AN EXHIBITION entitled Fausto Melotti : Counterpoint will be on display at the Estorick Collection of Modern Italian Art from January 16 to April 7, 2019.

The harmonious and delicately-poised work of Fausto Melotti (1901 – 1986) is revered in Italy, yet surprisingly little-known in the UK. Informed by the languages of music and mathematics, his artistic activity spanned sculpture, ceramics and two-dimensional imagery.

Organized in collaboration with Milan’s Fondazione Fausto Melotti, the exhibition includes key works from his entire career, from the 1930s until the1980s, and is the first institutional show of Melotti’s work in the UK. It reveals an Italian master whose imagery is not only infused with a sense of precision, but also a spirit of poetry, playfulness and exuberance.
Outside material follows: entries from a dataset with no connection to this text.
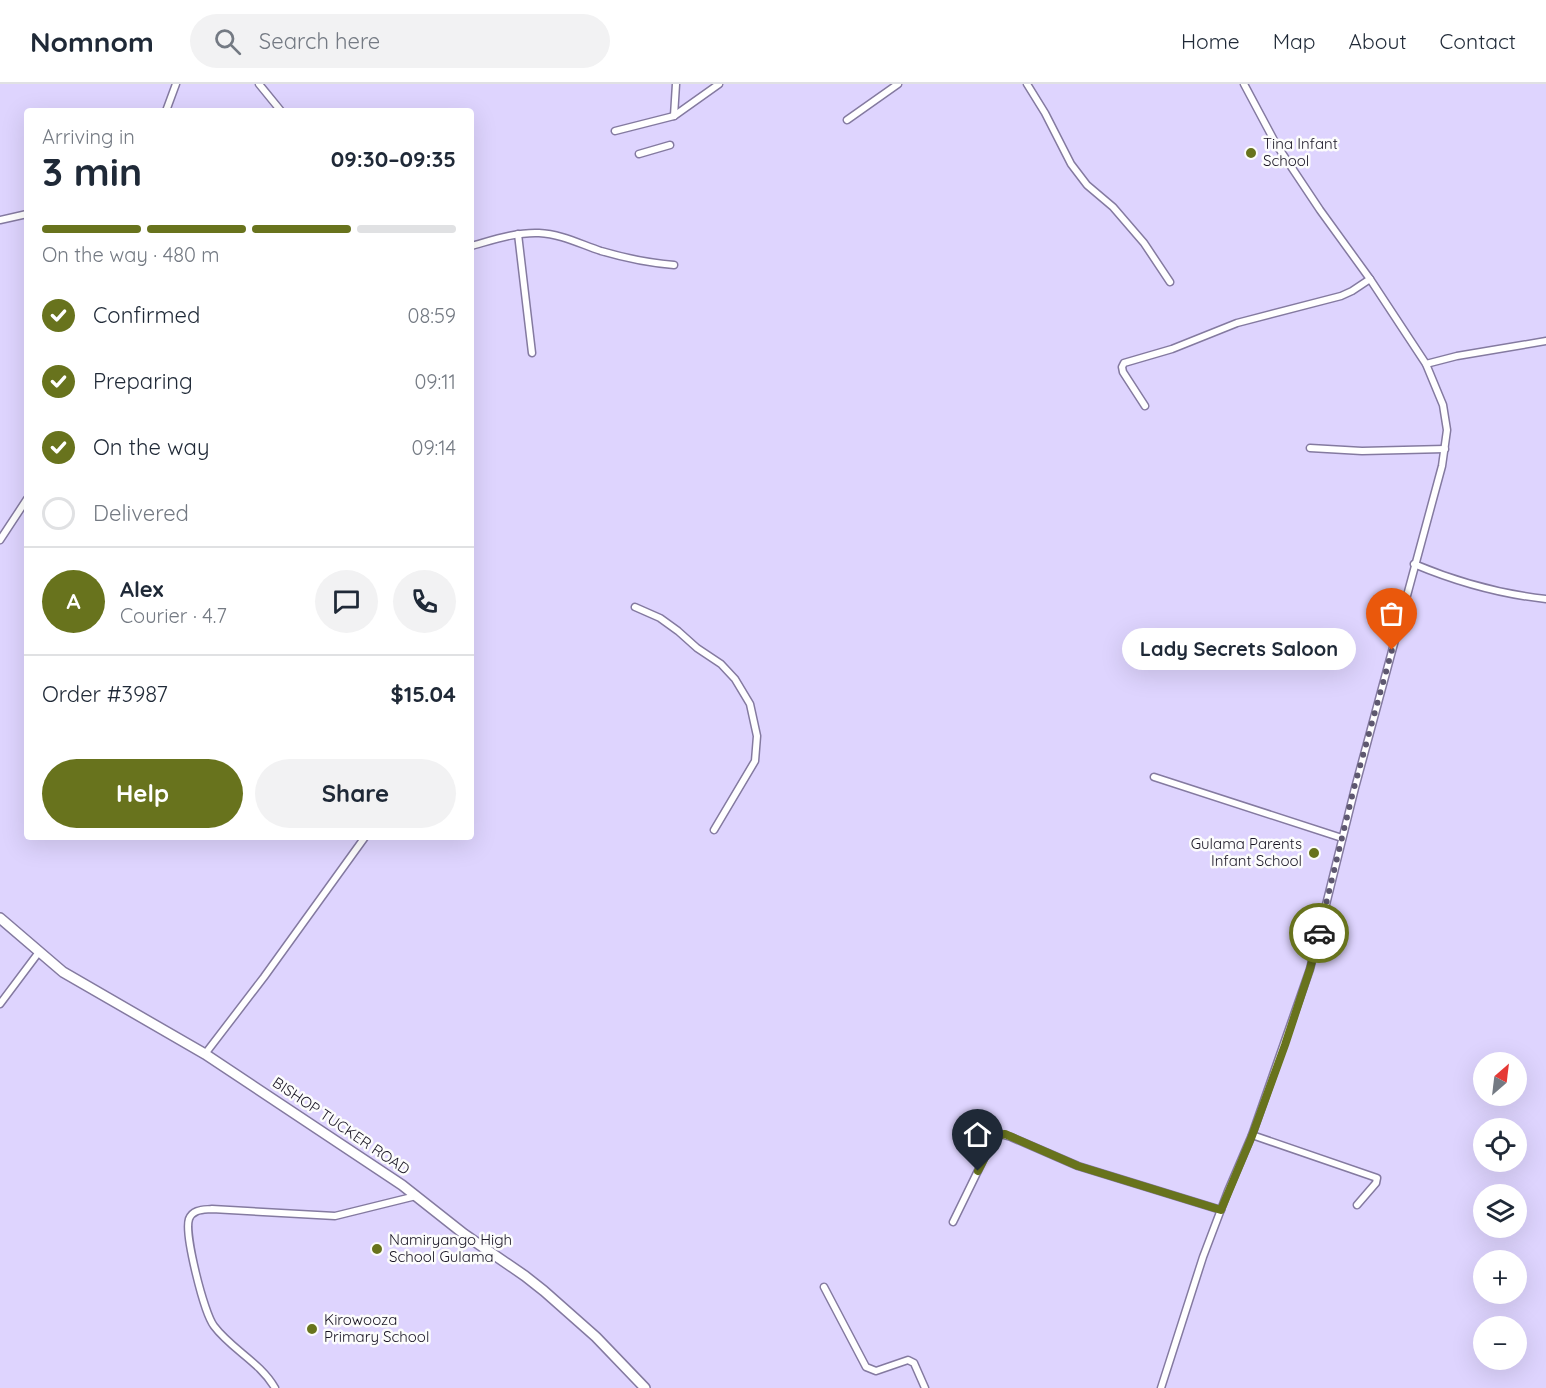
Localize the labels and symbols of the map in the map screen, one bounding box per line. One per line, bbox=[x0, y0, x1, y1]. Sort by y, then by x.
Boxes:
place label: Tina Infant School bbox=[1263, 134, 1338, 170]
marker: Tina Infant School bbox=[1244, 146, 1258, 160]
pin bbox=[1366, 588, 1417, 650]
callout: Lady Secrets Saloon bbox=[1122, 629, 1356, 671]
place label: Gulama Parents Infant School bbox=[1191, 834, 1302, 870]
marker: Gulama Parents Infant School bbox=[1307, 846, 1321, 860]
courier bbox=[1289, 903, 1349, 963]
north arrow bbox=[1473, 1052, 1527, 1106]
street label: BISHOP TUCKER ROAD bbox=[269, 1073, 414, 1179]
pin bbox=[952, 1109, 1003, 1171]
place label: Namiryango High School Gulama bbox=[389, 1230, 512, 1266]
marker: Namiryango High School Gulama bbox=[370, 1242, 384, 1256]
place label: Kirowooza Primary School bbox=[324, 1310, 429, 1346]
marker: Kirowooza Primary School bbox=[305, 1322, 319, 1336]

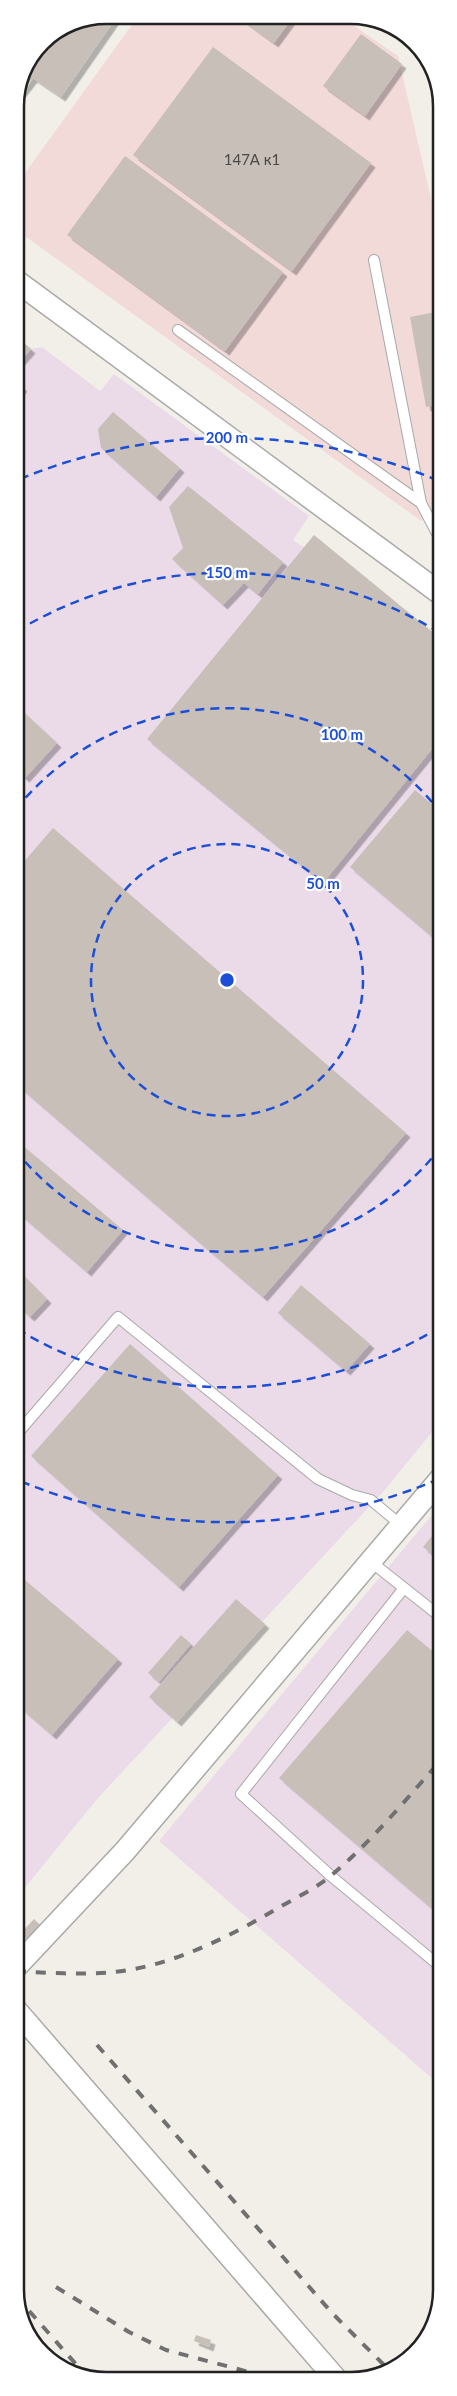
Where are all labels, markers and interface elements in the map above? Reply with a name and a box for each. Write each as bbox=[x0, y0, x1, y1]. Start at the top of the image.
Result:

Born in Rovereto, Melotti initially studied physics and mathematics at the University of Pisa before graduating in electrical engineering from Milan Polytechnic in 1924. At this time, he also studied the piano and sculpture, enrolling at the Accademia di Brera in 1928. There, Melotti met Lucio Fontana who became a lifelong friend.

By 1935, Melotti’s cousin Carlo Belli had published his treatise Kn – a volume famously described by Kandinsky as “the Gospel of abstract art” – and Melotti joined the Abstraction-Création movement. That year he took part in an exhibition of abstract art in Turin, followed by a solo show at Milan’s influential Galleria del Milione, displaying works largely inspired by the mathematical principles of musical counterpoint.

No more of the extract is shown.